2.1.1. Benefits of vertical scaling

  • Relieves resource contention: Applications have access to more resources and this can relieve resource contention or exhaustion.
  • Extensive testing required: The installer attempts to tune application and system configurations to leverage additional resources, but not all components of the application automatically scale in relation to machine size. Manually tuning each variable requires extensive testing. For this reason, after an instance size has been verified for an environment, horizontal scaling by adding more instances of the same size is recommended.
  • Application-level limitations: For VM-based installation or Containerized deployments, instances with more than 64 CPU cores and 128 GB of RAM might not scale linearly due to system and application-level limits.
  • Resource overcommit: Overcommitting virtual machine resources (for example, allocating more virtual CPU/RAM to guests than is physically available on the host) leads to unpredictable performance.
  • CPU throttling: In OpenShift Container Platform, setting a CPU limit without an equivalent request can lead to CPU throttling, even if the node has spare CPU capacity. This throttling negatively impacts API latency.

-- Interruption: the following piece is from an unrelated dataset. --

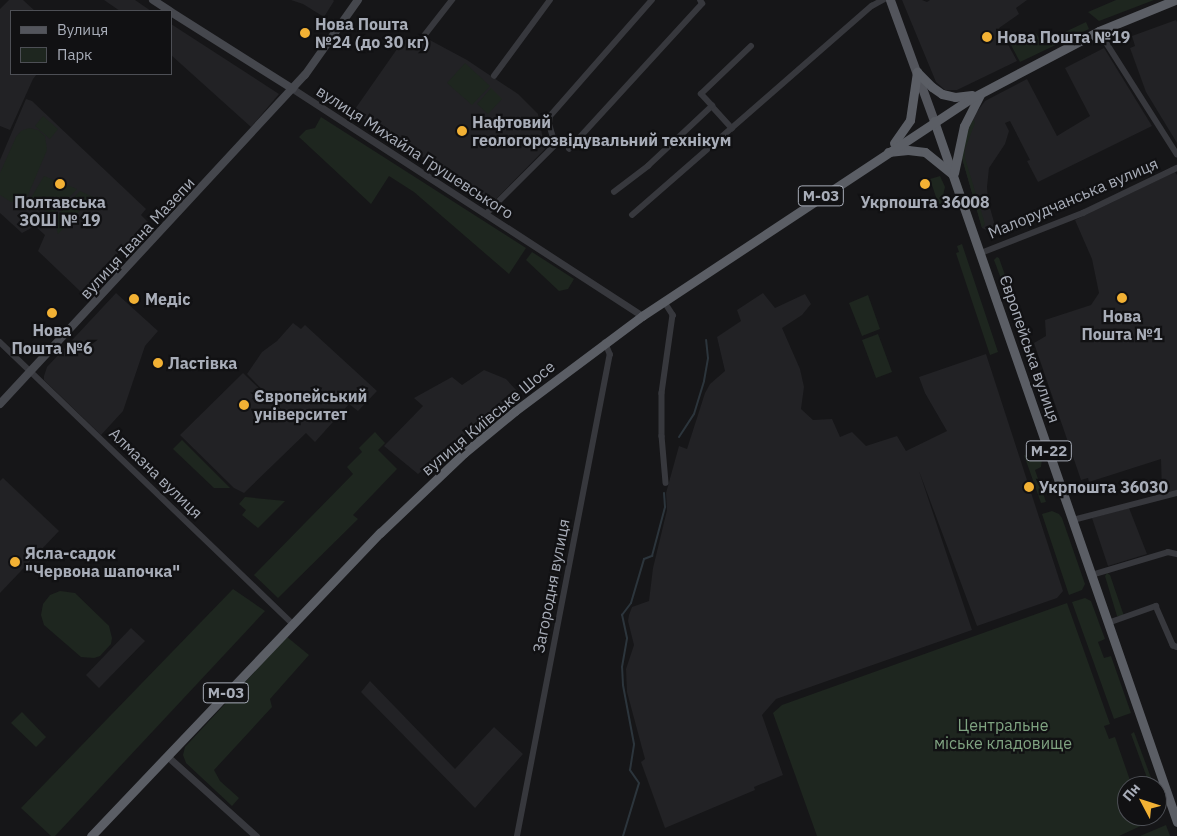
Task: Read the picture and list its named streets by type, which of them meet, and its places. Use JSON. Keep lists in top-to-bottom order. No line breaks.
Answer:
{"streets":{"highway":["М-03","Європейська вулиця","вулиця Київське Шосе","М-22"],"main road":["вулиця Михайла Грушевського","вулиця Івана Мазепи"],"street":["Малорудчанська вулиця","Алмазна вулиця","Загородня вулиця"]},"crossings":[["вулиця Михайла Грушевського","вулиця Івана Мазепи"],["вулиця Михайла Грушевського","вулиця Київське Шосе"],["М-03","вулиця Київське Шосе"],["Малорудчанська вулиця","Європейська вулиця"],["вулиця Івана Мазепи","Алмазна вулиця"],["Європейська вулиця","вулиця Київське Шосе"],["вулиця Київське Шосе","Алмазна вулиця"],["вулиця Київське Шосе","Загородня вулиця"]],"parks":["Центральне міське кладовище"],"places":["Нова Пошта №24 (до 30 кг)","Нова Пошта №19","Нафтовий геологорозвідувальний технікум","Полтавська ЗОШ № 19","Укрпошта 36008","Нова Пошта №1","Медіс","Нова Пошта №6","Ластівка","Європейський університет","Укрпошта 36030","Ясла-садок \"Червона шапочка\""],"legend":["Вулиця","Парк"],"north":"top left"}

    • To mitigate this, always set CPU requests equal to CPU limits.
    • Monitor CPU throttling using the container_cpu_cfs_throttled_seconds_total metric.
  • Database limitations: Scaling the application increases the maximum potential number of database connections from worker processes and the overall memory, I/O, and CPU utilization of the PostgreSQL instance. As you scale past the tested deployment models, deploy your separate Postgres instances per component (platform gateway, Event-Driven Ansible, automation controller, automation hub).

2.2. Horizontal scaling for performance

Horizontal scaling involves increasing the number of replicas (pods or virtual machines) for a given service. Like vertical scaling, this approach is useful for high resource utilization or workload scaling.

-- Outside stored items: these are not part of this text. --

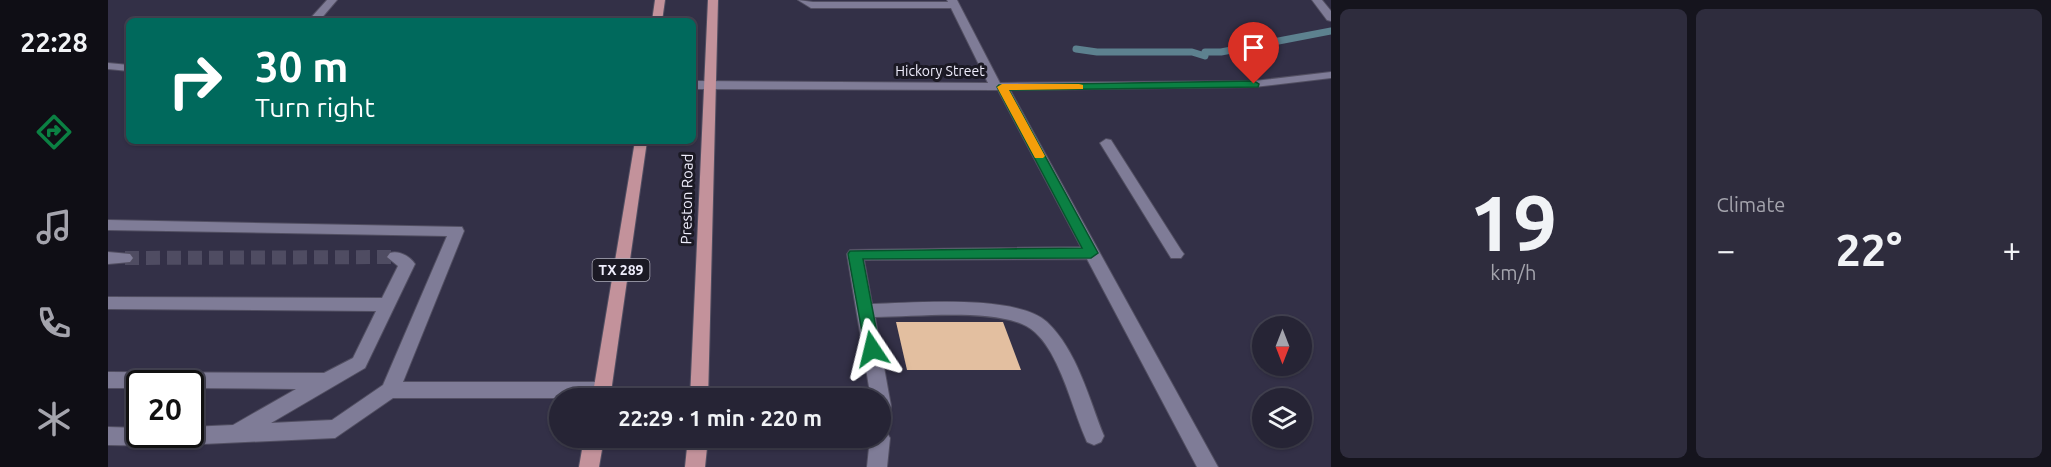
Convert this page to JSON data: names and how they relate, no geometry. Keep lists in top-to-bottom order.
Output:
{
  "streets": {
    "main road": ["Preston Road", "TX 289"],
    "street": ["Hickory Street"]
  },
  "crossings": [
    ["Hickory Street", "Preston Road"]
  ],
  "north": "bottom",
  "page": {
    "tabs": "22:28",
    "tile": [
      ["19", "km/h"],
      "Climate"
    ],
    "turn": ["30 m", "Turn right"],
    "heat": ["−", "22°", "+"],
    "limit": "20",
    "trip": "22:29 · 1 min · 220 m"
  }
}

2.2.1. Benefits of horizontal scaling

  • Improved availability: Distributes load across more instances to reduce the impact of a single slow or failing node.
  • Redundancy: Provides extra capacity, allowing individual service nodes to recover or cool-off without impacting overall availability.
  • Increased authentication capacity: Each platform gateway pod includes its own authentication service, so scaling the platform gateway directly increases the platform’s authentication throughput.
  • Repeatable scaling procedure: After the instance size and configuration are verified for your environment, deploy identical instances to scale.
  • Database limitations: Scaling the application increases the maximum potential number of database connections from worker processes, and the overall memory, I/O, and CPU utilization of the PostgreSQL instance. As you scale past the tested deployment models, deploy your separate Postgres instances per component (platform gateway, Event-Driven Ansible, automation controller, automation hub).
  • Health Check Overhead: In a mesh architecture, each Envoy proxy sends health checks to every other cluster member. Horizontal scaling increases this baseline traffic, adding to system overhead.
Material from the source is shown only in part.